**EXERCISE**
Filter the material, keeping only lines with the word "lane".

**PROVIDED RECORDS**

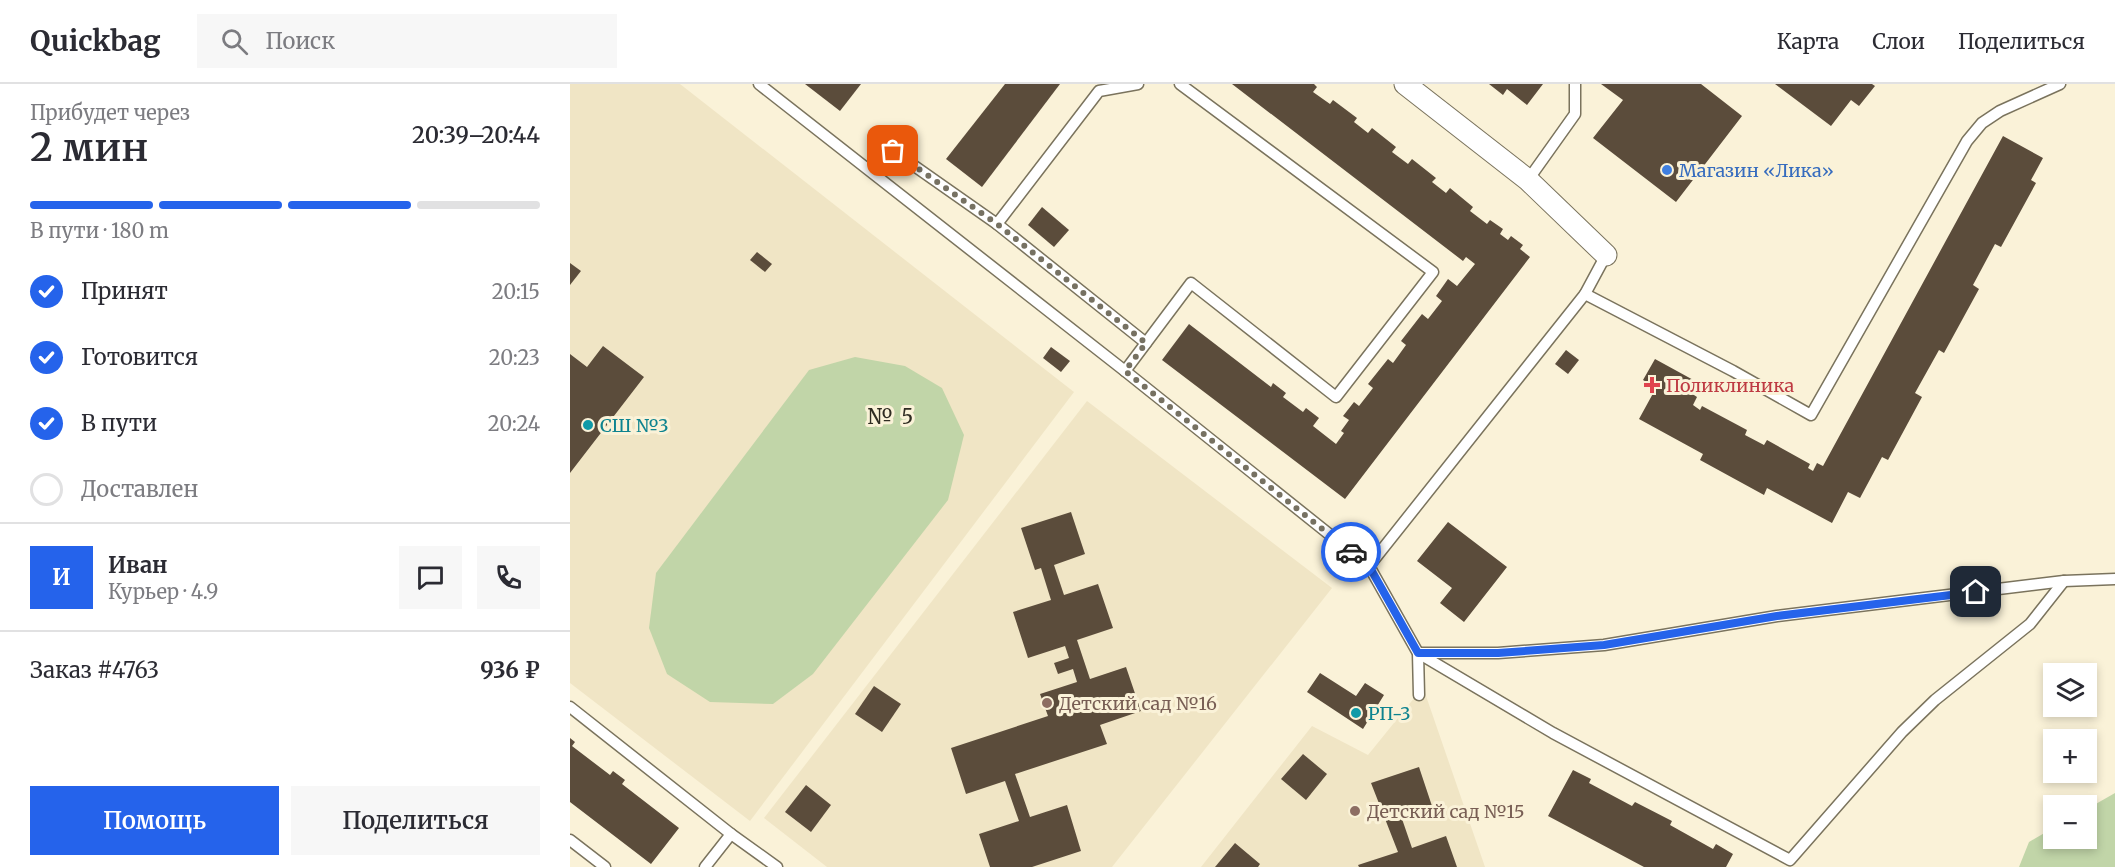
<!DOCTYPE html>
<html lang="ru">
<head>
<meta charset="utf-8">
<style>
	:root { --surface:#fff; --page:#f7f7f7; --text:#2b2b33; --muted:#7c7c81; --line:#e1e1e2; --accent:#2563eb }
	body { margin:0; font-family:Merriweather,serif; background:var(--page); color:var(--text); height:100vh; display:flex; flex-direction:column; font-size:22px; white-space:nowrap }
	* { box-sizing:border-box; margin:0 }
	p { font-size:20px; color:var(--muted) }
	.icon { flex:none; width:33px; height:33px; fill:none; stroke:currentColor; stroke-width:2; stroke-linecap:round; stroke-linejoin:round }
	.map { position:relative; flex:1; overflow:hidden }
	.sheet { display:flex; flex-direction:column; background:var(--surface); width:570px }
	.sheet>* { flex:none }
	.buttons { position:absolute; left:1473px; top:579px; display:grid; gap:12px }
	.buttons a { display:grid; place-items:center; width:54px; height:54px; border-radius:0px; background:var(--surface); box-shadow:0 3px 9px #0003; font-size:30px }
	.pin { position:absolute; display:grid; place-items:center; width:51px; height:51px; color:#fff; margin:-26px; border-radius:12px; box-shadow:0 3px 9px #0006 }
	.courier { position:absolute; display:grid; place-items:center; width:60px; height:60px; margin:-30px; border:4px solid #2563eb; border-radius:50%; background:#fff; color:#222; box-shadow:0 2px 8px #0007 }
	.headline em { font-style:normal; font-weight:600 }
	.headline div { display:flex; flex-direction:column-reverse }
	.headline { display:flex; align-items:center; justify-content:space-between; height:102px; padding:0 30px }
	h1 { font-size:39px; font-weight:600; line-height:45px }
	.bar { display:grid; grid-template-columns:repeat(4,1fr); gap:9px 6px; align-content:center; height:72px; padding:0 30px }
	.bar i { height:8px; border-radius:4px; background:var(--line) }
	.bar .current { background:var(--accent) }
	.bar p { grid-column:span 4 }
	.line { display:flex; align-items:center; gap:15px; padding:0 30px; border-top:2px solid var(--line) }
	.line div { flex:1 }
	.round { display:grid; place-items:center; flex:none; width:63px; height:63px; border-radius:0px; background:var(--page) }
	ol { padding:0 30px; list-style:none }
	li { display:flex; align-items:center; gap:18px; height:66px }
	li p { margin-inline-start:auto }
	li .icon { padding:6px; border-radius:50%; background:var(--accent); color:#fff; stroke-width:4 }
	li:last-child { color:var(--muted) }
	li i { width:33px; height:33px; border:3px solid var(--line); border-radius:50% }
	.cta { display:flex; gap:12px; margin-top:auto; padding:12px 30px }
	.cta a { flex:1; height:69px; border-radius:0px; background:var(--accent); color:#fff; font-size:24px; font-weight:600; line-height:69px; text-align:center }
	.cta a+a { background:var(--page); color:var(--text) }
	header { display:flex; align-items:center; gap:36px; box-sizing:border-box; height:84px; padding:0 30px; background:var(--surface); border-bottom:2px solid var(--line) }
	header strong { font-size:28px }
	nav { display:flex; gap:33px; margin-inline-start:auto; font-size:21px }
	.search { width:420px; height:54px; background:var(--page); display:flex; align-items:center; gap:15px; box-sizing:border-box; padding:0 21px; border-radius:0px; color:var(--muted); font-size:22px }
	main { display:flex; flex:1; min-height:0 }
	.map>svg:first-child { display:block }
	.built { fill:#f0e5c5 }
	.green { fill:#c1d5a8 }
	.building { fill:#5b4c3b }
	.lines { fill:none; stroke-linecap:round; stroke-linejoin:round }
	.lane-casing { stroke:#7a735d; stroke-width:13 }
	.street-casing { stroke:#7a735d; stroke-width:23 }
	.lane { stroke:#fff; stroke-width:10 }
	.street { stroke:#fff; stroke-width:21 }
	.done { stroke:#767162; stroke-width:6; stroke-dasharray:0 10.8 }
	.route { stroke:#2563eb; stroke-width:8 }
	.shop-dot { fill:#3f7fe0; stroke:#faf2d8; stroke-width:2 }
	.health-dot { fill:#e0444e; stroke:#faf2d8; stroke-width:2 }
	.culture-dot { fill:#0f9aa8; stroke:#faf2d8; stroke-width:2 }
	.education-dot { fill:#8d6e63; stroke:#faf2d8; stroke-width:2 }
	.labels { text-anchor:middle; dominant-baseline:central; stroke-width:6; stroke-linejoin:round; paint-order:stroke }
	.shop-label { font-size:18px; fill:#366cbe; stroke:#faf2d8; text-anchor:start }
	.health-label { font-size:18px; fill:#be3a42; stroke:#faf2d8; text-anchor:start }
	.culture-label { font-size:18px; fill:#0d838f; stroke:#faf2d8; text-anchor:start }
	.education-label { font-size:18px; fill:#785e54; stroke:#faf2d8; text-anchor:start }
	.neighbourhood-label { font-size:20px; letter-spacing:1.5px; fill:#2f2c22; stroke:#faf2d8 }
</style>
</head>
<body>
<header>
<strong>Quickbag</strong>
<div class="search"><svg class="icon" aria-label="search" viewBox="0 0 24 24"><circle cx="10" cy="10" r="6"/><path d="M15 15l6 6"/></svg>Поиск</div>
<nav><a>Карта</a><a>Слои</a><a>Поделиться</a></nav>
</header>
<main>
<section class="sheet">
<div class="headline"><div><h1>2 мин</h1><p>Прибудет через</p></div><em>20:39–20:44</em></div>
<div class="bar"><i class="current"></i><i class="current"></i><i class="current"></i><i></i><p>В пути · 180 m</p></div>
<ol>
<li><svg class="icon" aria-label="check" viewBox="0 0 24 24"><path d="M5 12l5 5 9-10"/></svg>Принят<p>20:15</p></li>
<li><svg class="icon" aria-label="check" viewBox="0 0 24 24"><path d="M5 12l5 5 9-10"/></svg>Готовится<p>20:23</p></li>
<li><svg class="icon" aria-label="check" viewBox="0 0 24 24"><path d="M5 12l5 5 9-10"/></svg>В пути<p>20:24</p></li>
<li><i></i>Доставлен</li>
</ol>
<div class="line" style="height:108px"><b class="round" style="background:var(--accent);color:#fff">И</b><div><b>Иван</b><p>Курьер · 4.9</p></div><a class="round"><svg class="icon" aria-label="chat" viewBox="0 0 24 24"><path d="M4 5h16v11H9l-5 4z"/></svg></a><a class="round"><svg class="icon" aria-label="phone" viewBox="0 0 24 24"><path d="M5 4h4l2 5-3 2q2 4 5 5l2-3 5 2v4C11 20 4 13 5 4z"/></svg></a></div>
<div class="line" style="height:78px"><div>Заказ #4763</div><b>936 ₽</b></div>
<div class="cta"><a>Помощь</a><a>Поделиться</a></div>
</section>
<div class="map">
<svg width="1545" height="783" viewBox="0 0 1545 783">
	<rect width="100%" height="100%" fill="#faf2d8"/>
	<g class="built">
		<path d="M0 0H110L504 308 180 737 0 599Z"/>
		<path d="M517 317 762 504 542 783H257L194 734Z"/>
		<path d="M855 609 915 783H631L742 642 798 671 845 613Z"/>
	</g>
	<g class="green">
		<path d="M285 273 335 282 372 304 394 351 378 416 243 590 203 620 140 618 97 590 79 544 86 489 239 286Z"/>
		<path d="M1545 709V783H1449L1459 758 1483 744 1484 754H1516L1517 725Z"/>
	</g>
	<g class="building">
		<path d="M235 0H291L270 27Z"/>
		<path d="M435 0H490L412 103 376 75Z"/>
		<path d="M662 0H744L747 3 743 8 760 20 763 16 787 34 784 38 798 49 802 44 826 63 822 68 838 80 842 75 866 94 862 98 876 109 880 104 903 123 900 127 917 140 920 136 933 145 930 150 938 156 941 152 953 161 950 165 960 173 775 415 592 276 619 240 701 303 703 299 716 309 713 313 733 328 736 324 749 334 743 342 766 360 774 349 771 347 779 336 773 332 784 318 789 322 803 304 798 300 818 275 823 279 836 261 831 257 852 230 858 235 872 217 866 212 878 195 887 202 905 180 896 173 893 177Z"/>
		<path d="M919 0H973L957 21 937 5 933 11Z"/>
		<path d="M1031 0H1131L1172 32 1106 118 1023 54 1053 16Z"/>
		<path d="M1205 0H1302L1305 2 1289 22 1281 16 1261 42Z"/>
		<path d="M1433 52 1473 74 1461 96 1466 99 1431 163 1425 160 1403 201 1409 205 1374 269 1369 266 1345 309 1352 313 1318 376 1312 373 1290 414 1278 408 1262 439 1197 404 1194 411 1130 376 1133 370 1069 335 1086 304 1073 296 1085 275 1127 298 1121 309 1127 313 1123 321 1130 326 1132 322 1177 346 1175 351 1194 361 1197 356 1240 380 1238 384 1243 387 1247 379 1253 382Z"/>
		<path d="M472 123 499 146 484 163 458 141Z"/>
		<path d="M187 168 202 180 195 188 180 176Z"/>
		<path d="M0 179 11 187 0 201Z"/>
		<path d="M33 262 74 293 0 389V270L17 283Z"/>
		<path d="M481 263 500 277 491 288 473 274Z"/>
		<path d="M996 266 1009 276 998 290 985 280Z"/>
		<path d="M501 428 515 470 484 481 494 511 528 500 543 544 507 556 520 595 556 583 571 627 530 641 537 660 445 690 460 733 497 721 511 767 462 783H420L409 750 449 737 435 697 396 710 381 664 478 632 470 610 507 598 503 585 488 590 484 579 499 574 495 562 458 574 443 528 481 516 471 484 465 486 451 444Z"/>
		<path d="M878 438 937 483 894 538 870 519 882 504 847 477Z"/>
		<path d="M750 589 786 612 795 599 814 611 793 645 737 608Z"/>
		<path d="M304 602 331 620 312 648 285 630Z"/>
		<path d="M0 654 5 658 2 662 40 691 43 687 55 696 52 700 109 744 81 780 0 718Z"/>
		<path d="M733 670 757 690 736 716 711 695Z"/>
		<path d="M849 683 862 722 831 732 842 764 876 752 887 783H789L788 781 828 768 801 699Z"/>
		<path d="M1003 686 1021 695 1019 699 1062 722 1065 718 1102 737 1100 741 1143 765 1146 760 1163 770 1156 783H1074L978 732Z"/>
		<path d="M236 701 261 721 241 748 215 728Z"/>
		<path d="M665 759 690 780 688 783H645Z"/>
	</g>
	<g class="lines">
		<g class="lane-casing">
			<g id="lane">
				<path d="M189 0 555 287 799 482 848 569 849 611"/>
				<path d="M299 85 323 67 427 140 529 7 568 0"/>
				<path d="M958 96 1005 30V0"/>
				<path d="M427 140 576 259"/>
				<path d="M1015 210 1163 287 1241 331 1397 57 1412 39 1430 27 1490 0"/>
				<path d="M555 287 621 199 766 313 863 188 610 0"/>
				<path d="M799 482 1015 210 1036 171"/>
				<path d="M848 569 983 649 1220 776 1332 648 1365 616 1460 540 1494 497"/>
				<path d="M849 569H928L1034 561 1207 532 1494 497 1545 495"/>
				<path d="M0 623 161 750 207 783"/>
				<path d="M0 756 35 783"/>
				<path d="M135 783 161 750"/>
			</g>
		</g>
		<g class="street-casing">
			<path id="street" d="M835 0 958 96 1036 171"/>
		</g>
		<use href="#lane" class="lane"/>
		<use href="#street" class="street"/>
	</g>
	<g class="lines">
		<path class="done" d="M323 67 427 140 576 259 555 287 781 468"/>
		<path class="route" d="M781 468 799 482 848 569H928L1034 561 1207 532 1406 508"/>
	</g>
	<circle class="shop-dot" cx="1097" cy="86" r="6"/>
	<path class="health-dot" d="M1079 292h6v6h6v6h-6v6h-6v-6h-6v-6h6z"/>
	<g class="culture-dot">
		<circle cx="18" cy="341" r="6"/>
		<circle cx="786" cy="629" r="6"/>
	</g>
	<g class="education-dot">
		<circle cx="477" cy="619" r="6"/>
		<circle cx="785" cy="727" r="6"/>
	</g>
	<g class="labels">
		<g class="shop-label">
			<text x="1109" y="86">Магазин «Лика»</text>
		</g>
		<g class="health-label">
			<text x="1096" y="301">Поликлиника</text>
		</g>
		<g class="culture-label">
			<text x="30" y="341">СШ №3</text>
			<text x="798" y="629">РП-3</text>
		</g>
		<g class="education-label">
			<text x="489" y="619">Детский сад №16</text>
			<text x="797" y="727">Детский сад №15</text>
		</g>
		<g class="neighbourhood-label">
			<text x="321" y="332">№ 5</text>
		</g>
	</g>
</svg>
<div class="buttons">
<a><svg class="icon" aria-label="layers" viewBox="0 0 24 24"><path d="M12 4l9 5-9 5-9-5zM3 14l9 5 9-5"/></svg></a>
<a>+</a>
<a>−</a>
</div>
<div class="pin" style="left:323px;top:67px;background:#ea580c"><svg class="icon" aria-label="bag" viewBox="0 0 24 24"><path d="M5 8h14l-1 12H6zM9 8a3 3 0 0 1 6 0"/></svg></div>
<div class="pin" style="left:1406px;top:508px;background:#1f2937"><svg class="icon" aria-label="home" viewBox="0 0 24 24"><path d="M3 11l9-7 9 7M6 9v11h12V9"/></svg></div>
<div class="courier" style="left:781px;top:468px"><svg class="icon" aria-label="car" viewBox="0 0 24 24"><path d="M5 17H2v-5l4-1 3-4h7l3 4 3 1v5h-3M9 17h6M6 11h13"/><circle cx="7" cy="17" r="2"/><circle cx="17" cy="17" r="2"/></svg></div>
</div>
</main>
</body>
</html>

**RESULT OF THIS EXERCISE**
	.lane-casing { stroke:#7a735d; stroke-width:13 }
	.lane { stroke:#fff; stroke-width:10 }
		<g class="lane-casing">
			<g id="lane">
		<use href="#lane" class="lane"/>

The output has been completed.